Protection against Alzheimer’s disease by catechins and resveratrol
Green tea and Red wine contain connections that apparently Alzheimer’s counteracts damage to nerve cells due to formation Beta-amyloid plaques reduce. This could also open up new approaches to preventing and treating Alzheimer’s disease.
In a new study by experts from Tufts University 21 different drugs, dietary supplements and health foods with potential neuroprotective properties were tested in the model. Alzheimer’s disease caused by herpes viruses researched. The results are published in the journal Free Radical Biology and Medicine.
Alzheimer’s disease caused by the herpes virus
At the beginning of this year, scientists from Tufts University managed to demonstrate on a 3D model of living human brain cells that Herpes virus to Plaque formation in the brain findings associated with Alzheimer’s disease.
The team is currently working to identify ways to achieve this Slow the progression of Alzheimer’s disease be able. To do this, they investigated the effect in the laboratory 21 connections on the growth of amyloid beta plaques that form in the brain in Alzheimer’s disease.
Antiviral Agents to Fight Alzheimer’s Disease
Among the 21 compounds studied were some that showed beneficial effects in a herpesvirus-induced model of Alzheimer’s disease. In the first screening, five were initially identified with really strong prevention of amyloid beta plaques are linked, reports the study’s author Dana Cairns.
Next to catechins and resveratrol it was this curcuminwhich is found in turmeric, a diabetes medicine metformin and active ingredient Citicoline.
Strong efficacy and almost no side effects
“We hoped to find compounds that were harmless and had some level of efficacy. We were lucky that some of them showed quite strong potency“, he explained Cairns in a Tufts University press release.
These were molecules in green tea leaves called catechins and Resveratrol which is found, for example, in red wine and other foods.
With these compounds, virtually no plaques were visible on the model after about a week, the study author points out. In addition, the reduction of plaque formation by catechins and resveratrol with little or no side effects was connected.
However, it should be noted that even if the effects of the compounds were observed in the laboratory, it does not necessarily correspond to the effects that ultimately occur in humans, Cairns said.
For example, there are connections that are not able, so-called blood-brain barrier overcome and other connections have low bioavailabilitywhich is why they cannot be easily absorbed into the body or bloodstream.
Dietary intake of resveratrol and catechins
One of the advantages of resveratrol and catechins is that they show some efficacy and can be easily obtained through supplements or regular diet.

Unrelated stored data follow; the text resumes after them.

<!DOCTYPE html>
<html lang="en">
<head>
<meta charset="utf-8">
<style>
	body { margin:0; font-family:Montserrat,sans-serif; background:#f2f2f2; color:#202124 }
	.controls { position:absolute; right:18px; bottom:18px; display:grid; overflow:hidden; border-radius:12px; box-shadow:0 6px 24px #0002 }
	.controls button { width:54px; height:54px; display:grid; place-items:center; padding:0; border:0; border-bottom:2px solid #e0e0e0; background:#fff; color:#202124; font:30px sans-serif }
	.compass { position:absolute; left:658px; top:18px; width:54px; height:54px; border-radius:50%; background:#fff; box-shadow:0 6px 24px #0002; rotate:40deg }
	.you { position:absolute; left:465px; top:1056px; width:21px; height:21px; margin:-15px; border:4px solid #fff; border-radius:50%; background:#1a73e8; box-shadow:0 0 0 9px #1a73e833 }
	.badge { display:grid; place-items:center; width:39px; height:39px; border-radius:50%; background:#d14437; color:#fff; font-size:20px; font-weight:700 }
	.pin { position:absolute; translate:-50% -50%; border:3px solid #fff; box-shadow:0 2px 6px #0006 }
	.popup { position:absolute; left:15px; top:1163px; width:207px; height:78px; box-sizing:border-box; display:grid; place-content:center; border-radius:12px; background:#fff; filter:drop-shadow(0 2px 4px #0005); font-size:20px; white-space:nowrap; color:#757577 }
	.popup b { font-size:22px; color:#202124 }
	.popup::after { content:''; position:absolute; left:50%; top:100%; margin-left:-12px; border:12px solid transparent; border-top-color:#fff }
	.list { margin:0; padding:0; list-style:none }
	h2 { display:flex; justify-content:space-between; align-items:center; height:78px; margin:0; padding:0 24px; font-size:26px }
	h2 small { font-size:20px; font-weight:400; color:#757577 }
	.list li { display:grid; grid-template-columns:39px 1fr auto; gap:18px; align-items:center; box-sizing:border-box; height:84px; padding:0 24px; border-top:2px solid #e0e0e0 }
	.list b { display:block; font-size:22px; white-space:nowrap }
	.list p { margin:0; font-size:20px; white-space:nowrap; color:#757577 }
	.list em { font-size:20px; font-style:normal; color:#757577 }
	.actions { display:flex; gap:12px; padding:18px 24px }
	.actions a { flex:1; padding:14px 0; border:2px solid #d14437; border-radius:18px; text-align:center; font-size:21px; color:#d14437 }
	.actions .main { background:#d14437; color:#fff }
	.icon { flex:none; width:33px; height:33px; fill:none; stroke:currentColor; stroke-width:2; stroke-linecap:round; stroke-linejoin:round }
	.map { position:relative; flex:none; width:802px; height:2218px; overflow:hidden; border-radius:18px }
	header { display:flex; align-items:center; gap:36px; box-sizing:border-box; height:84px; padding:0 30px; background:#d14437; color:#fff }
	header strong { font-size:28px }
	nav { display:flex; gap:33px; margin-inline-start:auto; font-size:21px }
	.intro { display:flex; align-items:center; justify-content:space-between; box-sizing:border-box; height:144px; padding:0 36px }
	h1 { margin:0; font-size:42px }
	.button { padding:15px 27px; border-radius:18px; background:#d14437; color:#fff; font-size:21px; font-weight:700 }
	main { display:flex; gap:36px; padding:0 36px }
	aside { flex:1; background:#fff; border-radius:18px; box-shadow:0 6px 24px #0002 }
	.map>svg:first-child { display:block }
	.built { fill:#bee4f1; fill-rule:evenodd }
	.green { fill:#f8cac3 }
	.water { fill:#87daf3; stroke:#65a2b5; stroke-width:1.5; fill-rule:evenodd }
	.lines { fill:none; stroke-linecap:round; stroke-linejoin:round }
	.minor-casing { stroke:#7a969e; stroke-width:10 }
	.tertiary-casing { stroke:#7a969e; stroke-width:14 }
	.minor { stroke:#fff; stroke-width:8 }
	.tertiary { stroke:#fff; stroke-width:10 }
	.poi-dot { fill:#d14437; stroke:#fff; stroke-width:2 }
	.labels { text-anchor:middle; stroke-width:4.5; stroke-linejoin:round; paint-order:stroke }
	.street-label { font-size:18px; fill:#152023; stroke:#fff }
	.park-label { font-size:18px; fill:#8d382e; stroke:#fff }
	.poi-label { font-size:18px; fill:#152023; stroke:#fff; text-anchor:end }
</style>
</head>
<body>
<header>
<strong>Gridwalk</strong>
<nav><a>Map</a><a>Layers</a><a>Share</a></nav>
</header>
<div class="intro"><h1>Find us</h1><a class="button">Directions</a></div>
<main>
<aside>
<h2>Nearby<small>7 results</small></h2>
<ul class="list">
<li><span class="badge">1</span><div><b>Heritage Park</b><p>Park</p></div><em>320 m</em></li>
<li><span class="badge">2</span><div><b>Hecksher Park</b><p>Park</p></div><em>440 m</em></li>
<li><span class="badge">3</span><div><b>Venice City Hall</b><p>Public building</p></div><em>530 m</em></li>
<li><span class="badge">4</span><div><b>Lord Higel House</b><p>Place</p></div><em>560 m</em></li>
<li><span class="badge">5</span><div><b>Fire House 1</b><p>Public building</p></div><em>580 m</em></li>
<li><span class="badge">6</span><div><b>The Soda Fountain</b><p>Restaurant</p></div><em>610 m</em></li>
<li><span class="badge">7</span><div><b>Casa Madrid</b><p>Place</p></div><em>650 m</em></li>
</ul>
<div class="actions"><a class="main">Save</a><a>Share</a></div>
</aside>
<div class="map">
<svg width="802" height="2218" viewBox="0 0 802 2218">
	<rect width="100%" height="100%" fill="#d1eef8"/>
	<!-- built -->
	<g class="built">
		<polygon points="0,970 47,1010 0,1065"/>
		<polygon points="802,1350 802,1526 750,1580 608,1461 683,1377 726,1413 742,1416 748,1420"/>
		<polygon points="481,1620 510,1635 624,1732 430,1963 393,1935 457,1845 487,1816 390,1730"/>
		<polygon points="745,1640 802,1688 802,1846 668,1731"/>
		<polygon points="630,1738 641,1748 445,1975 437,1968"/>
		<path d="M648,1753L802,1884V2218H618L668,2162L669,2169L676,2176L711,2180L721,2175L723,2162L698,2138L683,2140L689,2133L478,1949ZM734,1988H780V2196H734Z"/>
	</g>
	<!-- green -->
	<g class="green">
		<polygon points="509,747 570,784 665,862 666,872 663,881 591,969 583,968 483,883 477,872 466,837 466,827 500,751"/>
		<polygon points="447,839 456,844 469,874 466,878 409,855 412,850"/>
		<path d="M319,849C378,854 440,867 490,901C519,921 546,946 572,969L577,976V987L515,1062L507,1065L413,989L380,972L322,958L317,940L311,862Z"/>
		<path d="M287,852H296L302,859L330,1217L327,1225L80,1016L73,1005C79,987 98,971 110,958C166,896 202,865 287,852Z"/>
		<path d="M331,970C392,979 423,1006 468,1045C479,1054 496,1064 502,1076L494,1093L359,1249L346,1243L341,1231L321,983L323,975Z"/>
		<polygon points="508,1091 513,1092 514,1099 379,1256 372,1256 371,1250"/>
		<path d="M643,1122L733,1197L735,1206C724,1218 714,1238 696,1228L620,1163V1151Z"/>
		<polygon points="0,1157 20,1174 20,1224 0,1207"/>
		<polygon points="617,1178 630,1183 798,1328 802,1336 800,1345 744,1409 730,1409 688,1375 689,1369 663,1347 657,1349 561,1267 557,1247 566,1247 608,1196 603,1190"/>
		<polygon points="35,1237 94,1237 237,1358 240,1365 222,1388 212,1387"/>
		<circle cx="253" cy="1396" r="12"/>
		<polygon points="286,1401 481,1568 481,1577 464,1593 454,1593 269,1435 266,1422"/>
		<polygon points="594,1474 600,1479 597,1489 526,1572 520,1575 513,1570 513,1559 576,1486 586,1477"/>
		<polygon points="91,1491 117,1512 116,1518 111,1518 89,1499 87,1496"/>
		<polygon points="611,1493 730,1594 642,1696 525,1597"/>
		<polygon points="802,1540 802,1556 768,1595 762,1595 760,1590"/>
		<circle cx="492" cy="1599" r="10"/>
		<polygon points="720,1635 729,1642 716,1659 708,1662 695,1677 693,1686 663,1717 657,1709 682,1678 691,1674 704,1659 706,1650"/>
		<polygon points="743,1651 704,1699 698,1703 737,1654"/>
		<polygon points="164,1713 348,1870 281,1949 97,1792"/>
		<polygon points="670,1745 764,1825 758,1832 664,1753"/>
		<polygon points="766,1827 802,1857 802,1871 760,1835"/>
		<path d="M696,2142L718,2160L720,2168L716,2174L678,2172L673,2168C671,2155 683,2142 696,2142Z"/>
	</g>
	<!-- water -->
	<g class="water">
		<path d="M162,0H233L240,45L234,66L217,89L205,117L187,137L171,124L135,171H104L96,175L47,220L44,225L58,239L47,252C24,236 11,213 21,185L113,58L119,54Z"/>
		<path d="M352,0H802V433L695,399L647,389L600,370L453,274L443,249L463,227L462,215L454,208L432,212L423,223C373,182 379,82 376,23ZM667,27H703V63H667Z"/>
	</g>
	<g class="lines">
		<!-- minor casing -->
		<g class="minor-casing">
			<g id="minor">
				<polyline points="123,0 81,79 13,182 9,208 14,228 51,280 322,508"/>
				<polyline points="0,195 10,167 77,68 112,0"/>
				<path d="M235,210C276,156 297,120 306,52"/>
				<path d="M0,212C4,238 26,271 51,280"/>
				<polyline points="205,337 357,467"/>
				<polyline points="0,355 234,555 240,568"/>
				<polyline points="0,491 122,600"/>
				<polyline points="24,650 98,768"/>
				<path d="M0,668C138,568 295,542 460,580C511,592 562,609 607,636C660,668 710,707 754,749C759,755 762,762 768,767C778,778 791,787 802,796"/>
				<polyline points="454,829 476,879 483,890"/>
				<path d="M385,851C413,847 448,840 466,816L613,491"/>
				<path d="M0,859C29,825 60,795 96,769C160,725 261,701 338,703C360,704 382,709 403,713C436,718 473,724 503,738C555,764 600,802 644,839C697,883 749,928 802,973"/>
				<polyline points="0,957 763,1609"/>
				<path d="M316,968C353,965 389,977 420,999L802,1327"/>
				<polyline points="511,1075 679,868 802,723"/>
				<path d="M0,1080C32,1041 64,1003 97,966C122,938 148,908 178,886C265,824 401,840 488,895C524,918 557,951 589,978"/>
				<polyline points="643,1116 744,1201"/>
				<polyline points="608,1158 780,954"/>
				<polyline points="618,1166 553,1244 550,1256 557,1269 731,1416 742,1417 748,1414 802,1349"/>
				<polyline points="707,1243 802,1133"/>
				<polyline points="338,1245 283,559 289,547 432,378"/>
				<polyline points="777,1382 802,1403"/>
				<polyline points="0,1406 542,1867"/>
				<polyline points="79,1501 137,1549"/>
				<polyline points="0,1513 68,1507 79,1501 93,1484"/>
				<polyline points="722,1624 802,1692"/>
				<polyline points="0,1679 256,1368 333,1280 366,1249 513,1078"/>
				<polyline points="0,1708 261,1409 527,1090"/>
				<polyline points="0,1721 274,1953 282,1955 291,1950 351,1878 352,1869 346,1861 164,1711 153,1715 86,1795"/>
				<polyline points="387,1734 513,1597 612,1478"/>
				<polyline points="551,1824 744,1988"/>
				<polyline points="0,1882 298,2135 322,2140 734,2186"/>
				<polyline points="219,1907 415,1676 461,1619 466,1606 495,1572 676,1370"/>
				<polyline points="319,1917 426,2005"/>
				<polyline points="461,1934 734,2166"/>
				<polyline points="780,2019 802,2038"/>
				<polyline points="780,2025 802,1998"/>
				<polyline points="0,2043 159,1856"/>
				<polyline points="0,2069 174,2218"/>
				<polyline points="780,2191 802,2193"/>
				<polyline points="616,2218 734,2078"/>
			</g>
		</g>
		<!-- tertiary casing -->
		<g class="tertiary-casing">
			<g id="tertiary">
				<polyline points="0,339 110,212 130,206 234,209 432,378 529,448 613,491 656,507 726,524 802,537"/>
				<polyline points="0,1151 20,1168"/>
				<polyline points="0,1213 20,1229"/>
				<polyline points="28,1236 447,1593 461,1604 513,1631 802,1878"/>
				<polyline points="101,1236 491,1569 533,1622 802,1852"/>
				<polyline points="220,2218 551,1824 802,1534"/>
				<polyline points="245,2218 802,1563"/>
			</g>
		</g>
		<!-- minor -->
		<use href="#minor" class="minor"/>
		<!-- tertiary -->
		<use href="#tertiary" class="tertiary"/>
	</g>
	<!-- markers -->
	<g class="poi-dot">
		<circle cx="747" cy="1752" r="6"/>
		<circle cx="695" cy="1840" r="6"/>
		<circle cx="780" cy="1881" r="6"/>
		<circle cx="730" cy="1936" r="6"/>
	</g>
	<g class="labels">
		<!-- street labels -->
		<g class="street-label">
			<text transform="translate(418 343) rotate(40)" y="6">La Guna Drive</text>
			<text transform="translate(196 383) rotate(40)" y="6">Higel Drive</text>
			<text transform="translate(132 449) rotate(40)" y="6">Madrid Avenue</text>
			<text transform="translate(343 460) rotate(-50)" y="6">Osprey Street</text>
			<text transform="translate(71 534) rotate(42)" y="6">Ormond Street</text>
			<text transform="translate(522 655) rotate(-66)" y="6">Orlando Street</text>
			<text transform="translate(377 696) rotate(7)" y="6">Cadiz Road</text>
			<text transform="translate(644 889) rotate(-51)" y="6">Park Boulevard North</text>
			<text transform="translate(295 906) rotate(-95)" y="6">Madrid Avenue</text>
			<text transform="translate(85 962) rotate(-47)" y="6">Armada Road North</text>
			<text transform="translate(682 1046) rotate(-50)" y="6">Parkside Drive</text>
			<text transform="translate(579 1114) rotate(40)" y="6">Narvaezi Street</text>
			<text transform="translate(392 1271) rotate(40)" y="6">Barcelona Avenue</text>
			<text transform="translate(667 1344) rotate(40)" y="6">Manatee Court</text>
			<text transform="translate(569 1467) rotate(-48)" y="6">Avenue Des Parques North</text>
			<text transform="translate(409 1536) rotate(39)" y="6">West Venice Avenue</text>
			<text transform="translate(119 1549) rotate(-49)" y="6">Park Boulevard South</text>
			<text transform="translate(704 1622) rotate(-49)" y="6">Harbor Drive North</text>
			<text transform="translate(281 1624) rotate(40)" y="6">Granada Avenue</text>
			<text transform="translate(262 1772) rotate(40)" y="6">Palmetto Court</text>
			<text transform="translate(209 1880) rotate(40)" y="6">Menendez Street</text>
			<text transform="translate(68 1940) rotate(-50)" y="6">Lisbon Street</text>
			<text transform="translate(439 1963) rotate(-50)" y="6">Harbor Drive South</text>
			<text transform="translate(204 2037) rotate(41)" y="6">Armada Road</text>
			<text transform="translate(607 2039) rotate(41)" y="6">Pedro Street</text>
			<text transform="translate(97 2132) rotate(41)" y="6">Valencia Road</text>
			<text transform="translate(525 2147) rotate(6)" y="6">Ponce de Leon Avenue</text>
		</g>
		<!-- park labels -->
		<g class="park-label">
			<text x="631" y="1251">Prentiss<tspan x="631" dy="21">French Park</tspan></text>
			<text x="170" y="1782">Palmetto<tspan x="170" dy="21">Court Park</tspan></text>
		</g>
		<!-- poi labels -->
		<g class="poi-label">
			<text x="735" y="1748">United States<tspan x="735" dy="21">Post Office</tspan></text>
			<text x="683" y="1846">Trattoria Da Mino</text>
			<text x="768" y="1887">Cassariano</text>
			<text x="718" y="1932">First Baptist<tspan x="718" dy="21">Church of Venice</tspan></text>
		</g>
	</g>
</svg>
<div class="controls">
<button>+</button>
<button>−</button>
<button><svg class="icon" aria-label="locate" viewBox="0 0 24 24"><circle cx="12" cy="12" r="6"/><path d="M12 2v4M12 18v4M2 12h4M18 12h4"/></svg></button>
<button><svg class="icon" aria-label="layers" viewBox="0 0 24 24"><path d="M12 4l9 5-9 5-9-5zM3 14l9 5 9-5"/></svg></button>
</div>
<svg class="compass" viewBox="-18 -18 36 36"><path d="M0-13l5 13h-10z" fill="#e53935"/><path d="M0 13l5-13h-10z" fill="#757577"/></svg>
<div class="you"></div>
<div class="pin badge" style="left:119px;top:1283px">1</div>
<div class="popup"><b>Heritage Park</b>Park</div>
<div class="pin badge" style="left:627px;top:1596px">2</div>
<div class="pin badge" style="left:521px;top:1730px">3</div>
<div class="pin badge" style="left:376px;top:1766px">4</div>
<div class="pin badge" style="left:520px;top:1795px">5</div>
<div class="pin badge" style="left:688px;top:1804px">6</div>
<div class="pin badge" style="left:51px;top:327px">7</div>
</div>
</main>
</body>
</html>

“Examples of natural sources of resveratrol include red wine, certain fruits such as grapes, blueberries and cranberries, peanuts, pistachios and cocoa.“reports the expert.
Although it is helped by resveratrol and catechins prevent neurodegenerationbut be one medical consultation connected before it amplifies independently changes in his diet does
According to Cairns, future studies should also investigate how the positive properties of resveratrol and catechins can be best used and improved e.g. Optimized bioavailability or that Facilitated penetration through the blood-brain barrier is happening (as)
Author and source information
This text meets the requirements of the medical literature, medical guidelines and current studies and has been reviewed by health professionals.
- Isabella A. Silveira, Adam S. Mullis, Dana M. Cairns, Anna Shevzov-Zebrun, Jordyn Whalen, et al.: Screening of Neuroprotective Compounds in Herpes-Induced Cell Models of Alzheimer’s Disease and 3D Tissue Models; in: Free Radical Biology and Medicine (veröffentlicht Volume 186, June 2022, pages 76-92), Free Radical Biology and Medicine
- Tufts University: Green tea and resveratrol reduce Alzheimer’s plaques in lab tests (veröffentlicht 01.11.2022), Tufts University
This article contains general advice only and should not be used for self-diagnosis or treatment. It cannot replace a doctor’s visit.